**What is being asked:** From the first line to the last, please write out the data exactly.

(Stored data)
== Segment start ==

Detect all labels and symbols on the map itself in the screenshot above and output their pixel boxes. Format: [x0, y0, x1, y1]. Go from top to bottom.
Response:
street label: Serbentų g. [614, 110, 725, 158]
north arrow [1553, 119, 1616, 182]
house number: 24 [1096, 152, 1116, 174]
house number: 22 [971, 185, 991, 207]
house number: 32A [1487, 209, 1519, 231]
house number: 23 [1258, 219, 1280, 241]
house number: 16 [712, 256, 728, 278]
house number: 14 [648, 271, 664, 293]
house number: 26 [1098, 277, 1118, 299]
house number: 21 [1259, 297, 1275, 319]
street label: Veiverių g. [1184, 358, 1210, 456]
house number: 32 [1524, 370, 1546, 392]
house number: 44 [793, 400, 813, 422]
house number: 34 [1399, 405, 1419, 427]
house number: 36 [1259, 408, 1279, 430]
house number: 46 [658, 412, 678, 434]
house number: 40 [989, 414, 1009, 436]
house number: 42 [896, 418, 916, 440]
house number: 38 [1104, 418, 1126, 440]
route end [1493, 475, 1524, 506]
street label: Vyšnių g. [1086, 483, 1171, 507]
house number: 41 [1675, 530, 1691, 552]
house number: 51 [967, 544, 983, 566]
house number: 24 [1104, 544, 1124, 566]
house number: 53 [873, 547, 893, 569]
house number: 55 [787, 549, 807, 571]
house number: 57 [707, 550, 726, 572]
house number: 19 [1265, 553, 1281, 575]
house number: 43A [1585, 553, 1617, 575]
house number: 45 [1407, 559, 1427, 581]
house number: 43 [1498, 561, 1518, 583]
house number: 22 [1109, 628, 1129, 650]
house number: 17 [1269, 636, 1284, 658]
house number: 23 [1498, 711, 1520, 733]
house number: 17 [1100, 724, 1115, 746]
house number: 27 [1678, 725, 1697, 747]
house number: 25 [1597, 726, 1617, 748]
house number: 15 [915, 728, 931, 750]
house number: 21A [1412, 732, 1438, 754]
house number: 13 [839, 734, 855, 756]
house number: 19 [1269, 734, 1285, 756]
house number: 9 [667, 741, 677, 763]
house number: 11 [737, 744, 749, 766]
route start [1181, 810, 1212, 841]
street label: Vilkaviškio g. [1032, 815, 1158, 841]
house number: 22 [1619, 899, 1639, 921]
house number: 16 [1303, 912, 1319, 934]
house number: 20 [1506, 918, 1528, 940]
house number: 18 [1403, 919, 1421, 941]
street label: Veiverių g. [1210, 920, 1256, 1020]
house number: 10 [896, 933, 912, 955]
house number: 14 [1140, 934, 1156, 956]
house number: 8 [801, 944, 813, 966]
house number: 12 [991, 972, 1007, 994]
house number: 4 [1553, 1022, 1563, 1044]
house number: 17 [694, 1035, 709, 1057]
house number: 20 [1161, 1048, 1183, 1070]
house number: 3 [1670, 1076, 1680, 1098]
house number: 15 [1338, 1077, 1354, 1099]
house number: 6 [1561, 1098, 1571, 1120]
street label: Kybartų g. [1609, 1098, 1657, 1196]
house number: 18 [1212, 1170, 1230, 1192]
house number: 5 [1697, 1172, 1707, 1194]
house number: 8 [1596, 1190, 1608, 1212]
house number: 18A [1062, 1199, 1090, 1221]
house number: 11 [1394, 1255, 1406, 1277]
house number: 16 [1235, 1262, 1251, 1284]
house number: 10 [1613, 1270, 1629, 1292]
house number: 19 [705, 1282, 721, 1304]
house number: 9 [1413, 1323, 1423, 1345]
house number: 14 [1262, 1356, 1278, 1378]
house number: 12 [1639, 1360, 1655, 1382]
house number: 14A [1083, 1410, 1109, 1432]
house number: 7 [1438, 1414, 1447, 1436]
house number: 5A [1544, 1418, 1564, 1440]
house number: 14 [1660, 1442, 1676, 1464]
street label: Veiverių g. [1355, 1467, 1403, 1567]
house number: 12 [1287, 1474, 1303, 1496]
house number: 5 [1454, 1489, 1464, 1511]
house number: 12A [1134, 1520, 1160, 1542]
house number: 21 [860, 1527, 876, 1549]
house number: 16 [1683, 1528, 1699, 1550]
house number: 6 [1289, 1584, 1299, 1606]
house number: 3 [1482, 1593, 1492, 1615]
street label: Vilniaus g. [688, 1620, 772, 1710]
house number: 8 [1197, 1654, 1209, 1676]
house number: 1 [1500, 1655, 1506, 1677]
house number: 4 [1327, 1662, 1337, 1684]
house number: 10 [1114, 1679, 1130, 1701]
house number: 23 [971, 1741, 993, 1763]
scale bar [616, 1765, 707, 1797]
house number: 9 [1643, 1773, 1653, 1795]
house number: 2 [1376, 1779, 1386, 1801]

== Segment end ==

**Exercise solution:**
Detect all labels and symbols on the map itself in the screenshot above and output their pixel boxes. Format: [x0, y0, x1, y1]. Go from top to bottom.
Response:
street label: Serbentų g. [614, 110, 725, 158]
north arrow [1553, 119, 1616, 182]
house number: 24 [1096, 152, 1116, 174]
house number: 22 [971, 185, 991, 207]
house number: 32A [1487, 209, 1519, 231]
house number: 23 [1258, 219, 1280, 241]
house number: 16 [712, 256, 728, 278]
house number: 14 [648, 271, 664, 293]
house number: 26 [1098, 277, 1118, 299]
house number: 21 [1259, 297, 1275, 319]
street label: Veiverių g. [1184, 358, 1210, 456]
house number: 32 [1524, 370, 1546, 392]
house number: 44 [793, 400, 813, 422]
house number: 34 [1399, 405, 1419, 427]
house number: 36 [1259, 408, 1279, 430]
house number: 46 [658, 412, 678, 434]
house number: 40 [989, 414, 1009, 436]
house number: 42 [896, 418, 916, 440]
house number: 38 [1104, 418, 1126, 440]
route end [1493, 475, 1524, 506]
street label: Vyšnių g. [1086, 483, 1171, 507]
house number: 41 [1675, 530, 1691, 552]
house number: 51 [967, 544, 983, 566]
house number: 24 [1104, 544, 1124, 566]
house number: 53 [873, 547, 893, 569]
house number: 55 [787, 549, 807, 571]
house number: 57 [707, 550, 726, 572]
house number: 19 [1265, 553, 1281, 575]
house number: 43A [1585, 553, 1617, 575]
house number: 45 [1407, 559, 1427, 581]
house number: 43 [1498, 561, 1518, 583]
house number: 22 [1109, 628, 1129, 650]
house number: 17 [1269, 636, 1284, 658]
house number: 23 [1498, 711, 1520, 733]
house number: 17 [1100, 724, 1115, 746]
house number: 27 [1678, 725, 1697, 747]
house number: 25 [1597, 726, 1617, 748]
house number: 15 [915, 728, 931, 750]
house number: 21A [1412, 732, 1438, 754]
house number: 13 [839, 734, 855, 756]
house number: 19 [1269, 734, 1285, 756]
house number: 9 [667, 741, 677, 763]
house number: 11 [737, 744, 749, 766]
route start [1181, 810, 1212, 841]
street label: Vilkaviškio g. [1032, 815, 1158, 841]
house number: 22 [1619, 899, 1639, 921]
house number: 16 [1303, 912, 1319, 934]
house number: 20 [1506, 918, 1528, 940]
house number: 18 [1403, 919, 1421, 941]
street label: Veiverių g. [1210, 920, 1256, 1020]
house number: 10 [896, 933, 912, 955]
house number: 14 [1140, 934, 1156, 956]
house number: 8 [801, 944, 813, 966]
house number: 12 [991, 972, 1007, 994]
house number: 4 [1553, 1022, 1563, 1044]
house number: 17 [694, 1035, 709, 1057]
house number: 20 [1161, 1048, 1183, 1070]
house number: 3 [1670, 1076, 1680, 1098]
house number: 15 [1338, 1077, 1354, 1099]
house number: 6 [1561, 1098, 1571, 1120]
street label: Kybartų g. [1609, 1098, 1657, 1196]
house number: 18 [1212, 1170, 1230, 1192]
house number: 5 [1697, 1172, 1707, 1194]
house number: 8 [1596, 1190, 1608, 1212]
house number: 18A [1062, 1199, 1090, 1221]
house number: 11 [1394, 1255, 1406, 1277]
house number: 16 [1235, 1262, 1251, 1284]
house number: 10 [1613, 1270, 1629, 1292]
house number: 19 [705, 1282, 721, 1304]
house number: 9 [1413, 1323, 1423, 1345]
house number: 14 [1262, 1356, 1278, 1378]
house number: 12 [1639, 1360, 1655, 1382]
house number: 14A [1083, 1410, 1109, 1432]
house number: 7 [1438, 1414, 1447, 1436]
house number: 5A [1544, 1418, 1564, 1440]
house number: 14 [1660, 1442, 1676, 1464]
street label: Veiverių g. [1355, 1467, 1403, 1567]
house number: 12 [1287, 1474, 1303, 1496]
house number: 5 [1454, 1489, 1464, 1511]
house number: 12A [1134, 1520, 1160, 1542]
house number: 21 [860, 1527, 876, 1549]
house number: 16 [1683, 1528, 1699, 1550]
house number: 6 [1289, 1584, 1299, 1606]
house number: 3 [1482, 1593, 1492, 1615]
street label: Vilniaus g. [688, 1620, 772, 1710]
house number: 8 [1197, 1654, 1209, 1676]
house number: 1 [1500, 1655, 1506, 1677]
house number: 4 [1327, 1662, 1337, 1684]
house number: 10 [1114, 1679, 1130, 1701]
house number: 23 [971, 1741, 993, 1763]
scale bar [616, 1765, 707, 1797]
house number: 9 [1643, 1773, 1653, 1795]
house number: 2 [1376, 1779, 1386, 1801]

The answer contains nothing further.